Advocates have been calling for the release of non-violent inmates, citing the risk of COVID-19 spreading exponentially in the close quarters of prison cells.

Audrey Daigle choked up when talking about her fear for her son.

"They need to realize that these lives are precious. They have family," she said.  "He made a bad mistake. Yes ... But now, I mean their lives are valuable"

She said his four children are worried about their father.

"I don't uphold crime, I never did. It's not that, It's just that I just want a little the mercy here, and this pandemic, we don't know where it's going to take us."

In a prison to actually achieve the physical distancing means you have to have space, the only way to make space is to actually to get some of those people out of there.​​​- Kim Pate, senator.

She said this letter "isn't just for himself," but for his prison mates who are feeling the same fear.

In an interview with Information Morning Moncton, Sen. Kim Pate said it would be a good idea to release all inmates who don't have much time left on their sentences, and inmates who have health issues that put them at higher risk of serious illness or death from COVID-19.

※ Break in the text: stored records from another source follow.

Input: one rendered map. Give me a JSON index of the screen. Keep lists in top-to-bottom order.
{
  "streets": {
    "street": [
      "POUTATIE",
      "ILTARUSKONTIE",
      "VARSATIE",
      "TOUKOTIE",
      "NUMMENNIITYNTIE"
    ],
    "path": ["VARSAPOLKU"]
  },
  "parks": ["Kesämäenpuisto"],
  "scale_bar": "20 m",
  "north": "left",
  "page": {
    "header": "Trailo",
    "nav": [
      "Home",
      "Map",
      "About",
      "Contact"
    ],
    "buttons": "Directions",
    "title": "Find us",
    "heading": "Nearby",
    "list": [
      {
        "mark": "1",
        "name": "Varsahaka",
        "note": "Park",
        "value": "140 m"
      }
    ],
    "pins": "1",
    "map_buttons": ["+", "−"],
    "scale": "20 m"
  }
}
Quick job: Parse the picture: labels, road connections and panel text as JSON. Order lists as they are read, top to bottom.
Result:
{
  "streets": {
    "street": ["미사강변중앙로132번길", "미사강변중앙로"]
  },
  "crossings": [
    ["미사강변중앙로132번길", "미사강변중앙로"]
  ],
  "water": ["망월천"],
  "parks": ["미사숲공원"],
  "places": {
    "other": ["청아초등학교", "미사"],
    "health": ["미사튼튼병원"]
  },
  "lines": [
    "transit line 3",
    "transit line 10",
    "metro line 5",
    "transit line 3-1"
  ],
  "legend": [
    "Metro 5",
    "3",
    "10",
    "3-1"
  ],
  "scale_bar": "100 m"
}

"Most of the these prisons are in small communities," she said. "And if in fact there's an outbreak in the prisons then that could overload the local health-care system."

She said the risk comes not from the population itself, but from "staff coming in, moving through the entire institution and discovering that they tested positive but were asymptomatic at the time," she said.

Senator Kim Pate listens to an inmate being held in segregation during a visit to Ontario's Millhaven Institute on May 16, 2017.
Senator Kim Pate worries if COVID-19 reaches prisons, it will spread faster than in the general population. (Senate of Canada/Supplied)

And physical distancing is nearly impossible in some cases, especially in a crowded facility.

"In a prison, to actually achieve the physical distancing means you have to have space, the only way to make space is to … get some of those people out of there," she said. 

According to the Correctional Service Canada website, there have been 32 confirmed cases of COVID-19 in prisons in Quebec, eight in Ontario and 36 in British Columbia. This doesn't include dozens of cases confirmed among corrections officers and infections in provincial jails.

In an emailed statement, Correctional Service Canada spokesperson Stephanie McGlashan said visiting, temporary absences, work release and transfers have been suspended to prevent the spread of the disease.

"Other options are available to inmates to connect with their family and support networks such as video visitation or telephone," she said.

 She said when an inmate tests positive, they are isolated, as is anyone who has been in contact with them. Prisons have also ramped up cleaning and educating inmates on how to monitor for symptoms.

She said Correctional Service Canada is "working closely with the Parole Board of Canada to examine all options with respect to the safe release of offenders into the community," but did not say if any inmates have been released.

Closer to his children

Audrey Daigle said the youngest of her son's children is a four-year-old who's been diagnosed with epilepsy. She said he was supposed to be released on parole mid-March but that hasn't happened yet.

"Her dad called when she was here … she held the phones to her heart and said 'I just miss you so much, Daddy,' and he didn't hear, I don't think. She was pushing the little phone into her chest."

"Those people are valuable too, they have lives. … They're all clustered together with no cleaners no hand sanitizers, no nothing, like it's not right. Someone has to know. People have to know what's going on."